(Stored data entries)
○ ○ ○ ○ ○
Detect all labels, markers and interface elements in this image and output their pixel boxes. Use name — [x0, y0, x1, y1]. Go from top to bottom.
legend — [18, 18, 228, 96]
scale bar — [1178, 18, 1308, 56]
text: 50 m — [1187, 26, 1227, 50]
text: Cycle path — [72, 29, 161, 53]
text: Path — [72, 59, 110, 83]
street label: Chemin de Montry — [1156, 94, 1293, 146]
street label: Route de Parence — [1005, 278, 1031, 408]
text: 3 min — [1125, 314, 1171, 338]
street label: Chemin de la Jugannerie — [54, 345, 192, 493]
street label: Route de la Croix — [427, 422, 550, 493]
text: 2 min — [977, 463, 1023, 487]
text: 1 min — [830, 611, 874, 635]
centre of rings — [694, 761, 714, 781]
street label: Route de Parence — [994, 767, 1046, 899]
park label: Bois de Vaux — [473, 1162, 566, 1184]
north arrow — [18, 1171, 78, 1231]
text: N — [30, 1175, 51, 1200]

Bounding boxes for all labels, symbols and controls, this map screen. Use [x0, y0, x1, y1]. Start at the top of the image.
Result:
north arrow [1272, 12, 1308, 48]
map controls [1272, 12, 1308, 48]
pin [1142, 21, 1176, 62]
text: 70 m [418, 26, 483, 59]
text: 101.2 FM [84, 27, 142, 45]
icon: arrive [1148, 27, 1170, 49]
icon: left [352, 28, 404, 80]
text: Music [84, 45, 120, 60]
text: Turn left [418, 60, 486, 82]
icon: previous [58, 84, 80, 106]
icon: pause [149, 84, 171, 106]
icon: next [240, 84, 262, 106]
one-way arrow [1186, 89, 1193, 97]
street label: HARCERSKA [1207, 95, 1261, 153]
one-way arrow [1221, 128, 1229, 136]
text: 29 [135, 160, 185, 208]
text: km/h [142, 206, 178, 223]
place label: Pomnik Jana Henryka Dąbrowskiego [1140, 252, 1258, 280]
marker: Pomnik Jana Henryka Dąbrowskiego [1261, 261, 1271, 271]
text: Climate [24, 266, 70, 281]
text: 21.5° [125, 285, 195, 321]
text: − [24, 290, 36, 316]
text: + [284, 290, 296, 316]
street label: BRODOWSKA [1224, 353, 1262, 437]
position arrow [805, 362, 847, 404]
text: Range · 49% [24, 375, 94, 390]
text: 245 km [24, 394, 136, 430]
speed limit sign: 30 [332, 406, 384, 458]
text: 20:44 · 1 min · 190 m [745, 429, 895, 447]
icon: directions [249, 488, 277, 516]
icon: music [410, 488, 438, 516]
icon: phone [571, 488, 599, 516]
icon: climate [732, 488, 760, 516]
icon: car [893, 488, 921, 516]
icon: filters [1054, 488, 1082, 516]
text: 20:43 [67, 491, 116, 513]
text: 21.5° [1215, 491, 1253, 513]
○ ○ ○ ○ ○
§ **TASK ITEM**
When the word "Jana" occurs in a line above, list that line.

§ **RESULT OF THE EXERCISE**
place label: Pomnik Jana Henryka Dąbrowskiego [1140, 252, 1258, 280]
marker: Pomnik Jana Henryka Dąbrowskiego [1261, 261, 1271, 271]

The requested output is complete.